#### [Requirement]
Every line in the data below that includes "body" belongs in the answer, copied as it stands.
▽
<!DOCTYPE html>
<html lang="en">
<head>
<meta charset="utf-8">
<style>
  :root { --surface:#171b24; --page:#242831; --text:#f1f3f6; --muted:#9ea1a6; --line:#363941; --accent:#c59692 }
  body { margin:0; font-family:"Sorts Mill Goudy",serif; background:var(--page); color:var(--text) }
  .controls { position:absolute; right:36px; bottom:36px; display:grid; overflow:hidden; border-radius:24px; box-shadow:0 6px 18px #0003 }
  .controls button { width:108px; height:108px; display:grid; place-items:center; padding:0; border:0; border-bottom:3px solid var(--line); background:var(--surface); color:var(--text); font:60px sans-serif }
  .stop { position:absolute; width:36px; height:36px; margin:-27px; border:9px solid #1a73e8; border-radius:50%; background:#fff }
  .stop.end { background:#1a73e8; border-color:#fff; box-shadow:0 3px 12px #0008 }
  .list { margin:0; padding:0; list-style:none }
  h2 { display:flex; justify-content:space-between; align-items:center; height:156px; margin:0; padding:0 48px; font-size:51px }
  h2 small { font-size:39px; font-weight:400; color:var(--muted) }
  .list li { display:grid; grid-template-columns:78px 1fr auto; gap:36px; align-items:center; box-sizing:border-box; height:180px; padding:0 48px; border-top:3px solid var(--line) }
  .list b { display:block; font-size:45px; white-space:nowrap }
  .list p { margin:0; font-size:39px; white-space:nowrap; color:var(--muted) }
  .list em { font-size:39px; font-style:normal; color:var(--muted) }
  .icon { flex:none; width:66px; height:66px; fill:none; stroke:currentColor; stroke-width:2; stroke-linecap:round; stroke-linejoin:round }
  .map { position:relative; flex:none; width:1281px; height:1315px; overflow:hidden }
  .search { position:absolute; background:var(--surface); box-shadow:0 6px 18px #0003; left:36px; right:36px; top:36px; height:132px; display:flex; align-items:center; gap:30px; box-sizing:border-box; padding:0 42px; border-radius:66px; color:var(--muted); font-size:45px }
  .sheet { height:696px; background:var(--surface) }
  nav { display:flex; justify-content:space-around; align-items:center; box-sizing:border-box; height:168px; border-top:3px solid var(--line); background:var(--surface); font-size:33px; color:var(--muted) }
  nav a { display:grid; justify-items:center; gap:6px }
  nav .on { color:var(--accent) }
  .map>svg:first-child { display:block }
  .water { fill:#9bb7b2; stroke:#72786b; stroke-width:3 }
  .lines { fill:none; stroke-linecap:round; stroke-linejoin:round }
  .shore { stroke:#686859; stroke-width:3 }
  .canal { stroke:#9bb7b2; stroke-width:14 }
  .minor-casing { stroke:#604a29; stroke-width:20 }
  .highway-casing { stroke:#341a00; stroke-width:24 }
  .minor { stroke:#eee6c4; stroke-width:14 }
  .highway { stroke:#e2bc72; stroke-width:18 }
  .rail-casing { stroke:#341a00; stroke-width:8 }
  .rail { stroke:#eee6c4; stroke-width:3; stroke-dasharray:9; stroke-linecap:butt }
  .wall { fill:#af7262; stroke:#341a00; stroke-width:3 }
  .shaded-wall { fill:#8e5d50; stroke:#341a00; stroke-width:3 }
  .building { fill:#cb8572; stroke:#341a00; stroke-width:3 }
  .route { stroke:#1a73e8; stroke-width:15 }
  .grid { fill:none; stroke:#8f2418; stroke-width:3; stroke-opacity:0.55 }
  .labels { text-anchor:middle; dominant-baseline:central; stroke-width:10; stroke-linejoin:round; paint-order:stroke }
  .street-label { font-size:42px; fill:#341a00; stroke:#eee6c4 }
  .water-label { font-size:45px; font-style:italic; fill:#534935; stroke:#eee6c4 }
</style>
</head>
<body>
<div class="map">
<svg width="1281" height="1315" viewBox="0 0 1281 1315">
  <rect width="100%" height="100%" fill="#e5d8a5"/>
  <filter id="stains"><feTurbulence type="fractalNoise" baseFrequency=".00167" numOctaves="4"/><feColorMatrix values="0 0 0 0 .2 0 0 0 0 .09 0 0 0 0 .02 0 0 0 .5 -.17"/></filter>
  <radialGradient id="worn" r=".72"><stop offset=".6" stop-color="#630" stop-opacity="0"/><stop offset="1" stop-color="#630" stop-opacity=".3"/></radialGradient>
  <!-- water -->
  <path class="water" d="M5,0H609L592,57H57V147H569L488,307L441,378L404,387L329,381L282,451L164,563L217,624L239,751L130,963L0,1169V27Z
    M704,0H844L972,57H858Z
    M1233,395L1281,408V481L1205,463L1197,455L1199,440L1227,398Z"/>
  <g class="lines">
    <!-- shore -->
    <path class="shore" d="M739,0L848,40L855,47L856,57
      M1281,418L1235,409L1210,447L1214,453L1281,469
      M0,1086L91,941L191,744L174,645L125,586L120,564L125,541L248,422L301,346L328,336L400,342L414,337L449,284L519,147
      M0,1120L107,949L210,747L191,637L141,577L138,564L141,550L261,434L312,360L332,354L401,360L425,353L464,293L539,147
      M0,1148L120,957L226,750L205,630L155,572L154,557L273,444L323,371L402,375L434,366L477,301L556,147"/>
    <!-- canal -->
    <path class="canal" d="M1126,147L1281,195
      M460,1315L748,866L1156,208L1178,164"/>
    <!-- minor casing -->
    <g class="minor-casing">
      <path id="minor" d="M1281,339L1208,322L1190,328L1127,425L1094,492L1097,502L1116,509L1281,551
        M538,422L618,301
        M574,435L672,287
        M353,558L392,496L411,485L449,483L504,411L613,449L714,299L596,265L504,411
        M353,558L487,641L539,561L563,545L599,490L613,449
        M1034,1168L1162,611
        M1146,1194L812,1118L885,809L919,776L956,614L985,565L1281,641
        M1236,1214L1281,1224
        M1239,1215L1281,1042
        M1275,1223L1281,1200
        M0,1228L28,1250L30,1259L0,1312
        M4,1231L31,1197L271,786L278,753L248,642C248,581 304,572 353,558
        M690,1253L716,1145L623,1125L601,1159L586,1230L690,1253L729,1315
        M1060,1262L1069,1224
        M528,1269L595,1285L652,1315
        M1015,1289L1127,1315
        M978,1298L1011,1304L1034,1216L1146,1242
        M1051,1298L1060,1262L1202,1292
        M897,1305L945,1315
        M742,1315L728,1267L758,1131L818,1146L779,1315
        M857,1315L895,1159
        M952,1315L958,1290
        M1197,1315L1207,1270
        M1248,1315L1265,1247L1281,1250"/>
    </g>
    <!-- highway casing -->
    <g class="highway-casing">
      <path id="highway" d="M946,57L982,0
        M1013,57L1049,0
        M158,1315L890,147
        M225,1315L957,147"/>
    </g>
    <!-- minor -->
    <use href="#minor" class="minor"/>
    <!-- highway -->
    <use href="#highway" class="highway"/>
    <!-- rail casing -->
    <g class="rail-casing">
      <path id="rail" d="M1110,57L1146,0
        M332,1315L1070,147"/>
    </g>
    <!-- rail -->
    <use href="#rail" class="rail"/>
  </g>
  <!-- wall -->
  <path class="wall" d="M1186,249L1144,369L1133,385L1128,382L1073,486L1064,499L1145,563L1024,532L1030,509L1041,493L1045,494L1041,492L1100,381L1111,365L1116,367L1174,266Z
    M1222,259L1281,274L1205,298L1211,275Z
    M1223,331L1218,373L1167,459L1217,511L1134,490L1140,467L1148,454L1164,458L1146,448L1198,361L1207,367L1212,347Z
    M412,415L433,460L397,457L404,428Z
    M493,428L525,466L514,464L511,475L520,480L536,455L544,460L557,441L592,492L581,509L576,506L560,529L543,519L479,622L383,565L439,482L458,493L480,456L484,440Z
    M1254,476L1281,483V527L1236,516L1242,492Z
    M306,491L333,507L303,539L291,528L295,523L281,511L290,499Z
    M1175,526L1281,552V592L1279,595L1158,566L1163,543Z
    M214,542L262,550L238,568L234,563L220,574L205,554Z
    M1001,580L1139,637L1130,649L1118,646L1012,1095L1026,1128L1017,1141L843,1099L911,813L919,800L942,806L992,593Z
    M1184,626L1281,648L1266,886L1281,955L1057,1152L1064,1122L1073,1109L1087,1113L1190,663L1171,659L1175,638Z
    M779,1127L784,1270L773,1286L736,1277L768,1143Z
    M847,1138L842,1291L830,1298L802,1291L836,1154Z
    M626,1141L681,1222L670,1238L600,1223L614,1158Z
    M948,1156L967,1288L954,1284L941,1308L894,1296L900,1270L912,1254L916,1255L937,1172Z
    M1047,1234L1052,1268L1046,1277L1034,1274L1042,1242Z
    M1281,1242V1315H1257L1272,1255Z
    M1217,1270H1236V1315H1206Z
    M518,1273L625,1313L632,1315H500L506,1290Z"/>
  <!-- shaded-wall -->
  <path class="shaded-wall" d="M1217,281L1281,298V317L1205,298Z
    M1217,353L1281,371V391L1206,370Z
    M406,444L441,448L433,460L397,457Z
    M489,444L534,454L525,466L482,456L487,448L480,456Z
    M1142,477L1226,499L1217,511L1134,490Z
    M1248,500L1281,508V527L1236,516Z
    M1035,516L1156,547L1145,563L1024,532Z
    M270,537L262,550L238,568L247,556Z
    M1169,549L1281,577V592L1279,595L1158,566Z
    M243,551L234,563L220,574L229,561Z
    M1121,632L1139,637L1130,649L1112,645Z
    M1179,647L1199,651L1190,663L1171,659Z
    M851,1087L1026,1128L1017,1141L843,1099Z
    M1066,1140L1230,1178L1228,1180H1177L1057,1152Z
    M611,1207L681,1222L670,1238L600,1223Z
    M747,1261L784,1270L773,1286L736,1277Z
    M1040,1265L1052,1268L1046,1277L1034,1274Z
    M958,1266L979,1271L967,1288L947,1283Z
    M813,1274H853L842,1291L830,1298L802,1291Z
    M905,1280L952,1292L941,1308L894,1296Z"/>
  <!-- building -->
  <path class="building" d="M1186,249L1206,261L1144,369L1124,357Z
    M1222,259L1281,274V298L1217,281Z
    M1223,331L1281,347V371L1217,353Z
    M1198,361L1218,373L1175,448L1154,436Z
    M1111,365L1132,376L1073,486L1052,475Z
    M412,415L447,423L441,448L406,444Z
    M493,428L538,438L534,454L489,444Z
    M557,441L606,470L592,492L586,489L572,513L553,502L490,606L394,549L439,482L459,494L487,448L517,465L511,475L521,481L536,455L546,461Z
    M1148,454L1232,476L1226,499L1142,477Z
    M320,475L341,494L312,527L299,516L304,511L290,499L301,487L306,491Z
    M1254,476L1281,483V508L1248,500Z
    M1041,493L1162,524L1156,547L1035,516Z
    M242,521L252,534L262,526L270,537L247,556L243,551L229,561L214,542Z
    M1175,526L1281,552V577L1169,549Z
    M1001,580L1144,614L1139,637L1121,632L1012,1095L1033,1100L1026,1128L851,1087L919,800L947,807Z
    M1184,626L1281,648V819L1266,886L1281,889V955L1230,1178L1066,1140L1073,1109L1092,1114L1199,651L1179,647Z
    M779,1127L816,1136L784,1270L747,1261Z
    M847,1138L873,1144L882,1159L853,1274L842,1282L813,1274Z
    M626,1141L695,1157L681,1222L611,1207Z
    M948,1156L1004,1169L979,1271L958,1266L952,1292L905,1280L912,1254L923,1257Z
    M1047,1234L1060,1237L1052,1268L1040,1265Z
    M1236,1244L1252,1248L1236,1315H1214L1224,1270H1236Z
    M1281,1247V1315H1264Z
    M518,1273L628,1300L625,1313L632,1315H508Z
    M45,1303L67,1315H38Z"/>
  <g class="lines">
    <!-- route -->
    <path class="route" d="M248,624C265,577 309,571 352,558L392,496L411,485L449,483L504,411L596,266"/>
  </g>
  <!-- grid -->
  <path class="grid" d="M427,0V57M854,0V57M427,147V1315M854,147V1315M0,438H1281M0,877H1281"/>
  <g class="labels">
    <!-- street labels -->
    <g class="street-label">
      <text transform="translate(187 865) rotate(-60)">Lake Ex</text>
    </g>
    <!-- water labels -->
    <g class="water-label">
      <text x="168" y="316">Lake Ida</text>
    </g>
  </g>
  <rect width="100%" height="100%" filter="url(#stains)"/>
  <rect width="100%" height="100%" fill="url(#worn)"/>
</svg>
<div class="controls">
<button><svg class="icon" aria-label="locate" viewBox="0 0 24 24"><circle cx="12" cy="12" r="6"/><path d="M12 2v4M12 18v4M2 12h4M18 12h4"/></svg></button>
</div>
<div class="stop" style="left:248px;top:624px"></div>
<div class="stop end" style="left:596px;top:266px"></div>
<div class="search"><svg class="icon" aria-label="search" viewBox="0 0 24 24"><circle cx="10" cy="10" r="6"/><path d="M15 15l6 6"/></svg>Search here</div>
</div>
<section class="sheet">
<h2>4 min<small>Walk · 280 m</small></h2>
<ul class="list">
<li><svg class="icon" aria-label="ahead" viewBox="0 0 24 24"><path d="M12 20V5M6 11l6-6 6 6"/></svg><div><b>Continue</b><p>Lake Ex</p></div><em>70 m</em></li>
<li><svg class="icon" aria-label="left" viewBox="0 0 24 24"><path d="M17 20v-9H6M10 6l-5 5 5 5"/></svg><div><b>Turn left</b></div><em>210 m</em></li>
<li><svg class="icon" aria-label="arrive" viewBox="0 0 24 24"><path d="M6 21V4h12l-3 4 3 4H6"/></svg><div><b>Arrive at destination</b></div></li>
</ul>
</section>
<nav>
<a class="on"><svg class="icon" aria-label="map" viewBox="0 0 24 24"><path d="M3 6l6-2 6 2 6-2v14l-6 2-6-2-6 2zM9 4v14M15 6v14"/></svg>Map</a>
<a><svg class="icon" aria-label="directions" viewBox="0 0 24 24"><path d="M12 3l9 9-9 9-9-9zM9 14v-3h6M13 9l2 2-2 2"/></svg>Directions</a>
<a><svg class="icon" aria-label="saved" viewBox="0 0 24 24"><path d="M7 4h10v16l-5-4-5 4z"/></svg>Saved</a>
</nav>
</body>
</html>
△
#### [Answer to the exercise]
  body { margin:0; font-family:"Sorts Mill Goudy",serif; background:var(--page); color:var(--text) }
<body>
</body>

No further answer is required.